Partisipasi Politik Perempuan Menurut Islam

MENDEKATI tahun politik 2024, isu partisipasi politik perempuan menjadi salah satu topik kontroversial di mana fikih politik Islam dituduh mengalami stagnasi (kejumudan) dan bertentangan dengan hak-hak kaum perempuan karena melarang dan mencegah mereka menjalankan kekuasaan politik.

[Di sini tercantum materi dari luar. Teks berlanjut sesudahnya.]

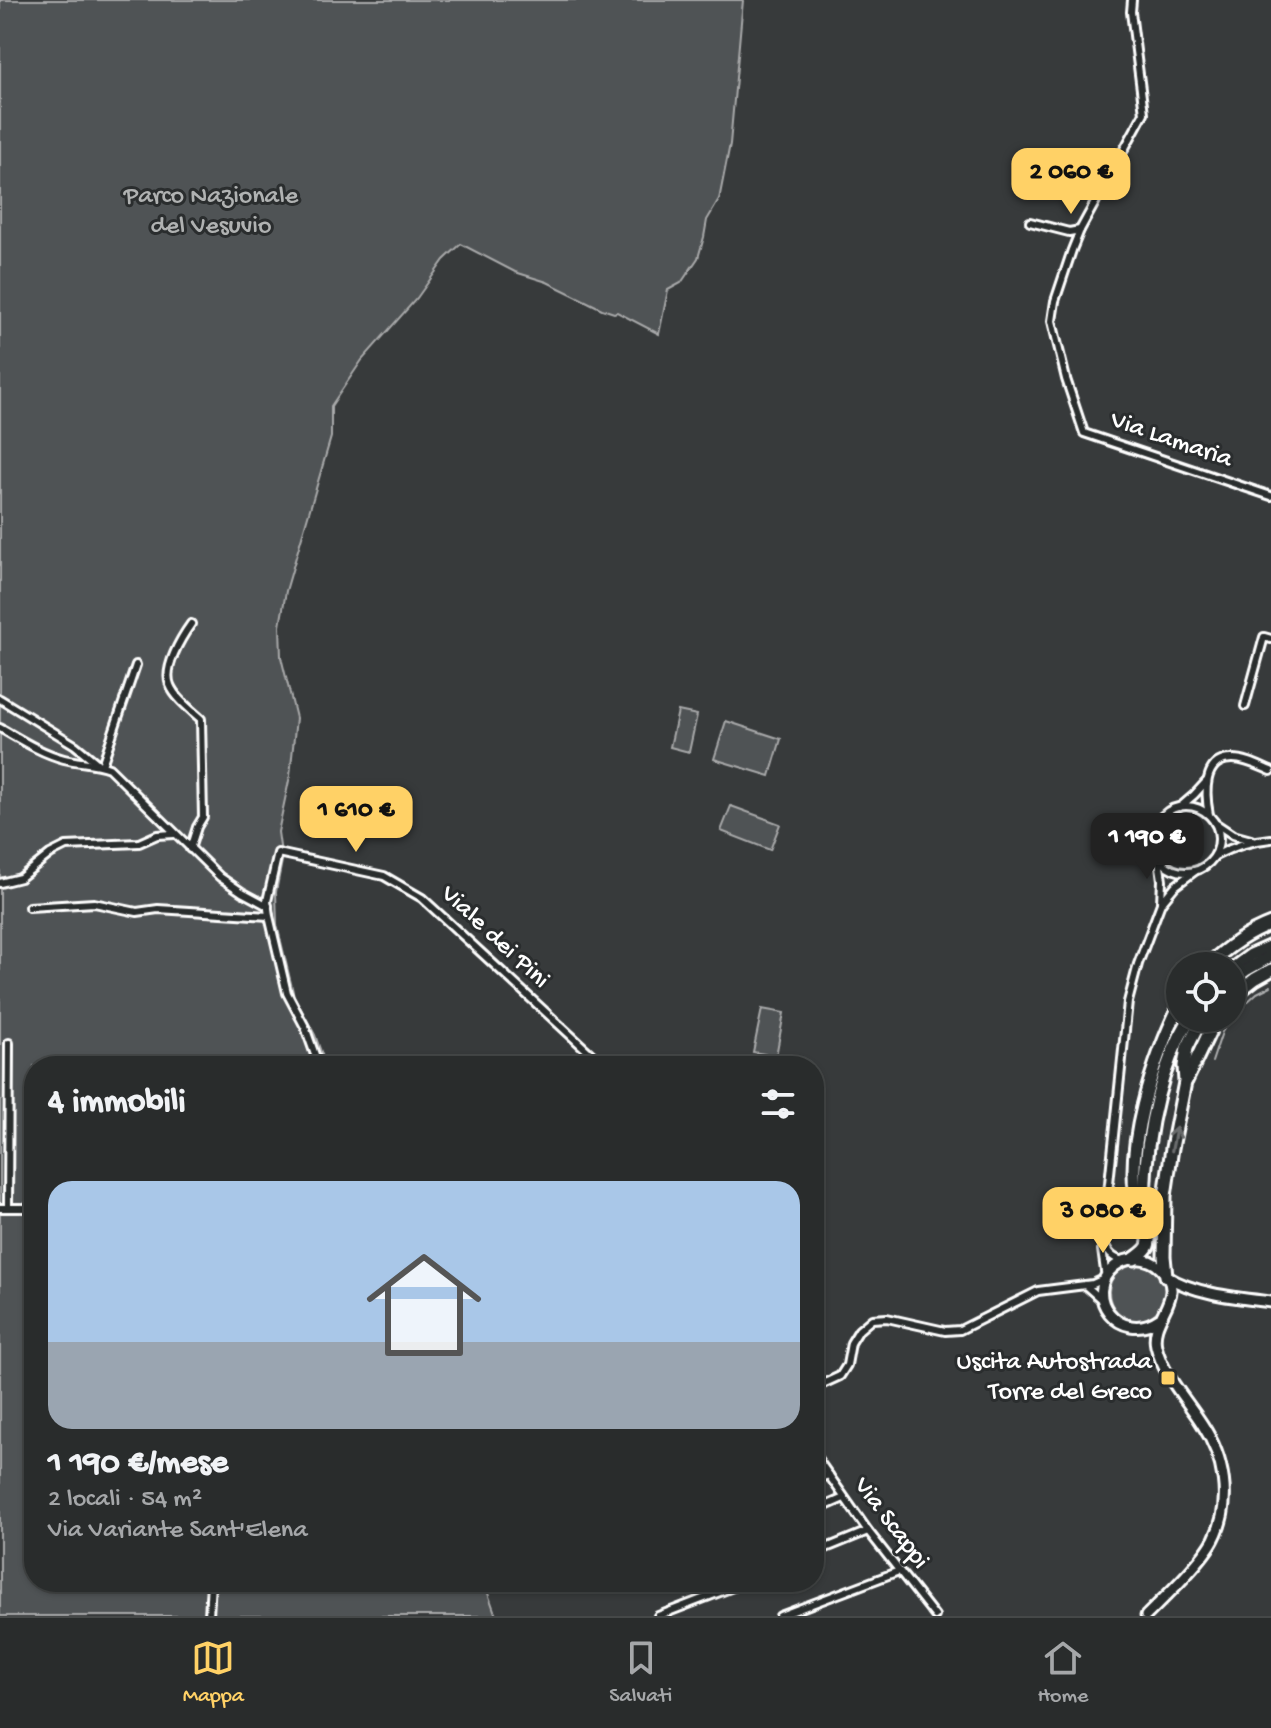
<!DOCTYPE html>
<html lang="it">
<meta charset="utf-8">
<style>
body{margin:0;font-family:"Gochi Hand",sans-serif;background:#313434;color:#f1f3f6;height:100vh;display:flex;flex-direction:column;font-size:30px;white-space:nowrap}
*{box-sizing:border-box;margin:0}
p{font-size:26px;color:#a5a7a9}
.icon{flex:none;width:44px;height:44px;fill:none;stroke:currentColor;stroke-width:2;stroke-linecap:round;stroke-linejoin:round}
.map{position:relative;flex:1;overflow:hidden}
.details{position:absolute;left:24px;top:1056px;width:800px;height:536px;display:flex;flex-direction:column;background:#292c2c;border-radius:32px;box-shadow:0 2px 6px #0004,0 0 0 2px #454848}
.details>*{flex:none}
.fabs{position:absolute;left:1166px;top:952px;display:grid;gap:16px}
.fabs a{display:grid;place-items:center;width:80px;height:80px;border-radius:50%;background:#292c2c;box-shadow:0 2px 6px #0004,0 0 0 2px #454848;font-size:40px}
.price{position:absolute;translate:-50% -68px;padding:0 18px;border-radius:16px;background:#ffd166;color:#111;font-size:26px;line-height:52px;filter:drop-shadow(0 2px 4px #0008)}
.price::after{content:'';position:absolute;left:50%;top:48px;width:24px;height:18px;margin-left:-12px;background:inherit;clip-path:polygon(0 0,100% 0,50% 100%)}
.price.current{background:#222;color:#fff}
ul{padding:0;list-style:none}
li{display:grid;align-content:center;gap:16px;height:424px;padding:0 24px}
li span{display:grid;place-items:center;height:248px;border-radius:24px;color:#555}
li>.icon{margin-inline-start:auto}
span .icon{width:144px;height:144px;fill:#fffc;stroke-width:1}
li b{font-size:34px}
h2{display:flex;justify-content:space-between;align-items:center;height:96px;padding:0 24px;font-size:34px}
.menu{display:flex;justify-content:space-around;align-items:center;height:112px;border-top:2px solid #454848;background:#292c2c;font-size:22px;color:#a5a7a9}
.menu a{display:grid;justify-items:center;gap:4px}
.menu .current{color:#ffd166}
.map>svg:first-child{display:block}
.green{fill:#505354;stroke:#a8a9aa;stroke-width:2}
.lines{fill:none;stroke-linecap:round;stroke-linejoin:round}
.stream{stroke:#adaeaf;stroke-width:2}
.street-casing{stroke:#fff;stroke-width:12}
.secondary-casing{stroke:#fff;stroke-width:15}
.highway-casing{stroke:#fff;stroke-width:17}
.street{stroke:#2a2d2e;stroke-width:6}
.secondary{stroke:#2a2d2e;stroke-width:9}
.highway{stroke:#2a2d2e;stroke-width:11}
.oneway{stroke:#6a6c6d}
.poi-dot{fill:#ffd166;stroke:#2a2d2e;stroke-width:3}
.labels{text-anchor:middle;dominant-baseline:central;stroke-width:6;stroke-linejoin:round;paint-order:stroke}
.park-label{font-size:26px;fill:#b0b2b2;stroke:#2a2d2e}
.street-label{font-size:26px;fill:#fff;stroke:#2a2d2e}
.poi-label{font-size:26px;fill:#fff;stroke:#2a2d2e;text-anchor:end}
</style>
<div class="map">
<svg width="1271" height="1616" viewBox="0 0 1271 1616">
<rect width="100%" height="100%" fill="#373a3b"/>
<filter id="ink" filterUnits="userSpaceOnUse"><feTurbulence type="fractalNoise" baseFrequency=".0125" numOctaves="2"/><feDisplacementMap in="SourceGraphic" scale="16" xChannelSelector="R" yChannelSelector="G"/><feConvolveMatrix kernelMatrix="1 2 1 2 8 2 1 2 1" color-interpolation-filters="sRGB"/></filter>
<g filter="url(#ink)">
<g class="green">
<polygon points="0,0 743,0 730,144 719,200 707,220 704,237 698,258 681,283 668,290 659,334 617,312 614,313 602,309 547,282 515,272 461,244 444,260 417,298 362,360 331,406 331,437 286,591 280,626 281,657 296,718 290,776 278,832 282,861 276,892 277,925 294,996 315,1035 326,1066 34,1066 34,1582 484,1582 496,1616 0,1616"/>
<polygon points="678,711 697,715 689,752 670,747"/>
<polygon points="726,721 781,739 770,776 714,759"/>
<polygon points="731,806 780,824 770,850 721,831"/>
<polygon points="762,1009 784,1013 776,1056 753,1052"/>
<circle cx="1137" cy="1292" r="28"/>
</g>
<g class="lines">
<g class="stream">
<polyline points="1232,1016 1257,993 1271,986"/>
<polyline points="1212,1062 1222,1032 1231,1018"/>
</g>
<defs>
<g id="street">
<polyline points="1132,0 1131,12 1144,113 1080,230 1072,250 1055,301 1052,321 1066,379 1084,433 1271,496"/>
<polyline points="1030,222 1069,232 1080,230"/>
<polyline points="0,699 75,745 97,763"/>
<polyline points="1245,706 1264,637 1271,639"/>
<path d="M0,728C21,740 41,753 64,759C79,763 94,762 109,768L220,877L242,892L268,906"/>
<polyline points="102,765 136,665"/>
<circle cx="1186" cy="839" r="33"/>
<polyline points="1180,807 1194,795 1206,782"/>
<path d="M1209,815C1205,795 1202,758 1233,759C1246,759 1259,766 1271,771"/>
<polyline points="1215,823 1233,835 1251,840"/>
<path d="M190,849L197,827L203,817L201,719C191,710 175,698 170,685C163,668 181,638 191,624"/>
<path d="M1215,856C1233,846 1250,841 1271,839"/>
<polyline points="1159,859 1162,880 1161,903"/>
<polyline points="0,883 20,878 50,854 66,846 139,843 157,835 174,834"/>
<polyline points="29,907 94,903 137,912 158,909 269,916"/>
<polyline points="319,1066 305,1027 287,993 269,916 267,901 278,853 384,876 422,898 604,1066"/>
<polyline points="8,1207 9,1043"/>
<polyline points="0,1208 34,1208"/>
<path d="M1104,1243C1108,1253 1112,1258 1123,1261"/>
<polyline points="1085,1285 1103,1301"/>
<polyline points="814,1388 840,1376 847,1365 851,1343 859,1330 872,1319 887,1318 945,1331 960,1330 1038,1291 1093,1284 1106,1278 1102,1250 1128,1002 1138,964 1161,903 1175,886 1195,871"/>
<polyline points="814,1454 868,1531 935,1616"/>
<polyline points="814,1480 829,1475"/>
<polyline points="814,1511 844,1498"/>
<polyline points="814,1553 868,1531"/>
<polyline points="209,1616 211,1582"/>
<polyline points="658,1616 746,1582"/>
<polyline points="780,1616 899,1571"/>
</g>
<g id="secondary">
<path d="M1166,1276C1194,1294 1238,1298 1271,1302"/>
<path d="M1146,1616C1165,1597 1202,1562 1214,1539C1233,1502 1224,1457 1202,1424C1186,1399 1163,1375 1156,1346C1149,1316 1190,1296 1160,1268C1148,1256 1128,1256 1115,1266C1080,1294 1120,1346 1159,1319"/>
</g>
<g id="highway">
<path d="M1207,966C1226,948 1247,933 1271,924"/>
<polyline points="1232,969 1251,955 1271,946"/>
<polyline points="1232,981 1246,970 1271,956"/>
<polyline points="1232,997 1255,979 1271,970"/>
<polyline points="1186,1081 1216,1018"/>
<path d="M1140,1210C1120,1158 1155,1053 1180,1005"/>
<path d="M1134,1259C1139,1255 1145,1252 1148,1246C1152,1235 1143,1210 1144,1197C1146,1135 1158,1071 1190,1018"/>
<polyline points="1166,1276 1164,1256 1165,1196 1172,1148 1185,1082 1184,1066 1187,1048 1202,1018"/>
</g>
</defs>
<use href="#street" class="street-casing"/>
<use href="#secondary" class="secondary-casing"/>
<use href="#highway" class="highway-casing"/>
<use href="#street" class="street"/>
<use href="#secondary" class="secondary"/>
<use href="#highway" class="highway"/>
</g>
<defs><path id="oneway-shaft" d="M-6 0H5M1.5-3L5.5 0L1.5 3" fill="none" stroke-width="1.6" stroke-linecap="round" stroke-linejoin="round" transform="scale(2)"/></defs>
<use class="oneway" href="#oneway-shaft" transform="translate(1174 1139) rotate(-79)"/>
</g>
<rect class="poi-dot" x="1160" y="1370" width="16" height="16" rx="4"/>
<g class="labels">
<g class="park-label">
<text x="211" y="197">Parco Nazionale<tspan x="211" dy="30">del Vesuvio</tspan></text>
</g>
<g class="street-label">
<text transform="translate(1171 441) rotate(19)">Via Lamaria</text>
<text transform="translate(494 938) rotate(43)">Viale dei Pini</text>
<text transform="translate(890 1524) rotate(53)">Via Scappi</text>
</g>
<g class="poi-label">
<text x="1152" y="1363">Uscita Autostrada<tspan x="1152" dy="30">Torre del Greco</tspan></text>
</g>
</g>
</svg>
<div class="fabs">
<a><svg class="icon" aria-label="locate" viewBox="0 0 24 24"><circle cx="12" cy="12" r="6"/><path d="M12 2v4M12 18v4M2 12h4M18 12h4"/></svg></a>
</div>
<b class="price" style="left:1071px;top:216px">2 060 €</b>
<b class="price" style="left:356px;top:854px">1 610 €</b>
<b class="price current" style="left:1147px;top:881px">1 190 €</b>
<b class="price" style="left:1103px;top:1255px">3 080 €</b>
<section class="details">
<h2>4 immobili<svg class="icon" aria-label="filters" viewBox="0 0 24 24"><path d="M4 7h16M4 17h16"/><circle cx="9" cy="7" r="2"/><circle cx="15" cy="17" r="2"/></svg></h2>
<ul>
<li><span style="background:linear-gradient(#a9c7e8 65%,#9aa5b1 0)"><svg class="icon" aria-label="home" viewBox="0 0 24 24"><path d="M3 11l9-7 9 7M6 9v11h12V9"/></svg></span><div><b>1 190 €/mese</b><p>2 locali · 54 m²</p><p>Via Variante Sant'Elena</p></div></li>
</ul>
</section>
</div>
<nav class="menu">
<a class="current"><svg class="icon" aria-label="map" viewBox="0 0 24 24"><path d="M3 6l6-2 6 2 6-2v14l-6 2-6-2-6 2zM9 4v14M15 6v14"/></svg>Mappa</a>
<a><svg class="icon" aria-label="saved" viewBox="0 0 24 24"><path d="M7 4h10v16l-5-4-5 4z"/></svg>Salvati</a>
<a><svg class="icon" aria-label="home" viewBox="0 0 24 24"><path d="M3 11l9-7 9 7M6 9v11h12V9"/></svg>Home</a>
</nav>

Para ulama kontemporer berbeda pendapat terkait hal ini hanya dalam satu masalah, yaitu mengenai bolehnya perempuan menjalankan kekuasaan. Para ulama yang melarang, mereka menyimpulkan berbagai pendapat ahli fikih lama tidak membolehkan perempuan menjalankan khilafah. Salah satu syarat menjadi khalifah adalah laki-laki. Mereka mendasarkan pendapat mereka kepada hadits Nabi Saw. tentang kisah bangsa Persia yang mengangkat seorang perempuan menjadi ratu. Ketika mendengar kabar ini, Nabi Saw. bersabda,

 

لن يفلح قوم ولوا أمرهم امرأة

Tidak beruntung suatu kaum yang menyerahkan urusan mereka kepada perempuan,” [H.R. al-Bukhari].

 

Menurut mereka, laki-laki adalah syarat utama untuk menjadi khalifah, sebab khilafah melibatkan banyak kesulitan, termasuk peperangan. Khalifah adalah pemimpin di medan perang, dan ini tidak sesuai dengan kondisi fisik dan sifat perempuan. Seorang khalifah bersama pasukannya mungkin harus pergi berperang hingga berbulan-bulan lamanya, dan perempuan tidak akan mampu menanggung beban perang yang sangat berat.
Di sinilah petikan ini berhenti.